**DIRECTIONS FOR THIS TASK:** I'd like an exact copy of every line from the start of the entries below through the line containing "Map reading. Parse", please.

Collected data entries

>>>

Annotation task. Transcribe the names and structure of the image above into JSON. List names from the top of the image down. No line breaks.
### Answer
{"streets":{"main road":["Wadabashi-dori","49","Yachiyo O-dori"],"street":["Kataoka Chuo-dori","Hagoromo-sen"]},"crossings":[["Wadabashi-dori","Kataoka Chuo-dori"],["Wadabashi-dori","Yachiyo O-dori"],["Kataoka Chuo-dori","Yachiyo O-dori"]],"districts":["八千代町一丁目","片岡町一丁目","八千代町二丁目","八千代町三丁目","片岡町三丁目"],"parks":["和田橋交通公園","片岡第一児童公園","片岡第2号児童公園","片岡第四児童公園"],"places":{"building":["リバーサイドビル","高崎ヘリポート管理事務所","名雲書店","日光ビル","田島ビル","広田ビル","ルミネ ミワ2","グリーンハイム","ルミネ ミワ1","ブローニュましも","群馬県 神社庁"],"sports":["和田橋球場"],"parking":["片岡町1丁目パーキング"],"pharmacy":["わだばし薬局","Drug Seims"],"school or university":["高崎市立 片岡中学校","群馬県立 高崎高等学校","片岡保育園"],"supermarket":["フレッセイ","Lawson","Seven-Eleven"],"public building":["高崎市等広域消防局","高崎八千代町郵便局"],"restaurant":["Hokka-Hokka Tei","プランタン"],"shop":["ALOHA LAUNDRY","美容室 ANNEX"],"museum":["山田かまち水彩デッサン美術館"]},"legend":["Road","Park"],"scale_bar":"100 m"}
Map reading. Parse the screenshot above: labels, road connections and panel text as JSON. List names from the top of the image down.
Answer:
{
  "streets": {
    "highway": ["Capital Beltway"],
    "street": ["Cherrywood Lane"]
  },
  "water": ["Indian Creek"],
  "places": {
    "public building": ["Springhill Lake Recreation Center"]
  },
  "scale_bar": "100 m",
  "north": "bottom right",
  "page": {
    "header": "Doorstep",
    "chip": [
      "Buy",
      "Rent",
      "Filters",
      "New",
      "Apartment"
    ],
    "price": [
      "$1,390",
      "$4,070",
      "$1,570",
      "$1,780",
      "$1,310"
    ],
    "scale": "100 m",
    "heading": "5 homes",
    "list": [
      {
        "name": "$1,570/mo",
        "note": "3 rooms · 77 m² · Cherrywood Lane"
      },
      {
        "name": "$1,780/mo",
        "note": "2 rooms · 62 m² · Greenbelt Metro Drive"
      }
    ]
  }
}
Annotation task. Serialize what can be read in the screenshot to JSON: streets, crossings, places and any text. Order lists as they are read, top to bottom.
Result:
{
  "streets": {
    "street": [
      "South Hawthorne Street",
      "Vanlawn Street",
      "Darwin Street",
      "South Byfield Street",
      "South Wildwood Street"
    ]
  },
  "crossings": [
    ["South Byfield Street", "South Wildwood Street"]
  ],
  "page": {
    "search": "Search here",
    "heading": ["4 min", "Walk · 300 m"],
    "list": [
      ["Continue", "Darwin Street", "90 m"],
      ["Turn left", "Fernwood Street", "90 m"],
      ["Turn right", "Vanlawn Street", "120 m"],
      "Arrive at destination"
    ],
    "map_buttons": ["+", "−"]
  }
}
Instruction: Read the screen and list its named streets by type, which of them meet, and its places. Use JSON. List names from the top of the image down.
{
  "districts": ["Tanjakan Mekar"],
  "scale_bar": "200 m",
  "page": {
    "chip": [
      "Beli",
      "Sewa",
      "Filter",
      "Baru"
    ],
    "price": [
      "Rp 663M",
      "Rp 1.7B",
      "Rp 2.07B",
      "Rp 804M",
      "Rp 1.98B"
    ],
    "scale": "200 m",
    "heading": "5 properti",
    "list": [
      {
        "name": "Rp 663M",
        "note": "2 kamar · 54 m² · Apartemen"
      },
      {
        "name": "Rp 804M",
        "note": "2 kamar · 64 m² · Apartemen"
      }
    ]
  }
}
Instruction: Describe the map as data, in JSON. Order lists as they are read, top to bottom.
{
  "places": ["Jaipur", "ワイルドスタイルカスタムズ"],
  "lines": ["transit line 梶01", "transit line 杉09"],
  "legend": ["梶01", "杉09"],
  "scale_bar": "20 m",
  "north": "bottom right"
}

<<<

**YOUR SOLUTION:**
Annotation task. Transcribe the names and structure of the image above into JSON. List names from the top of the image down. No line breaks.
### Answer
{"streets":{"main road":["Wadabashi-dori","49","Yachiyo O-dori"],"street":["Kataoka Chuo-dori","Hagoromo-sen"]},"crossings":[["Wadabashi-dori","Kataoka Chuo-dori"],["Wadabashi-dori","Yachiyo O-dori"],["Kataoka Chuo-dori","Yachiyo O-dori"]],"districts":["八千代町一丁目","片岡町一丁目","八千代町二丁目","八千代町三丁目","片岡町三丁目"],"parks":["和田橋交通公園","片岡第一児童公園","片岡第2号児童公園","片岡第四児童公園"],"places":{"building":["リバーサイドビル","高崎ヘリポート管理事務所","名雲書店","日光ビル","田島ビル","広田ビル","ルミネ ミワ2","グリーンハイム","ルミネ ミワ1","ブローニュましも","群馬県 神社庁"],"sports":["和田橋球場"],"parking":["片岡町1丁目パーキング"],"pharmacy":["わだばし薬局","Drug Seims"],"school or university":["高崎市立 片岡中学校","群馬県立 高崎高等学校","片岡保育園"],"supermarket":["フレッセイ","Lawson","Seven-Eleven"],"public building":["高崎市等広域消防局","高崎八千代町郵便局"],"restaurant":["Hokka-Hokka Tei","プランタン"],"shop":["ALOHA LAUNDRY","美容室 ANNEX"],"museum":["山田かまち水彩デッサン美術館"]},"legend":["Road","Park"],"scale_bar":"100 m"}
Map reading. Parse the screenshot above: labels, road connections and panel text as JSON. List names from the top of the image down.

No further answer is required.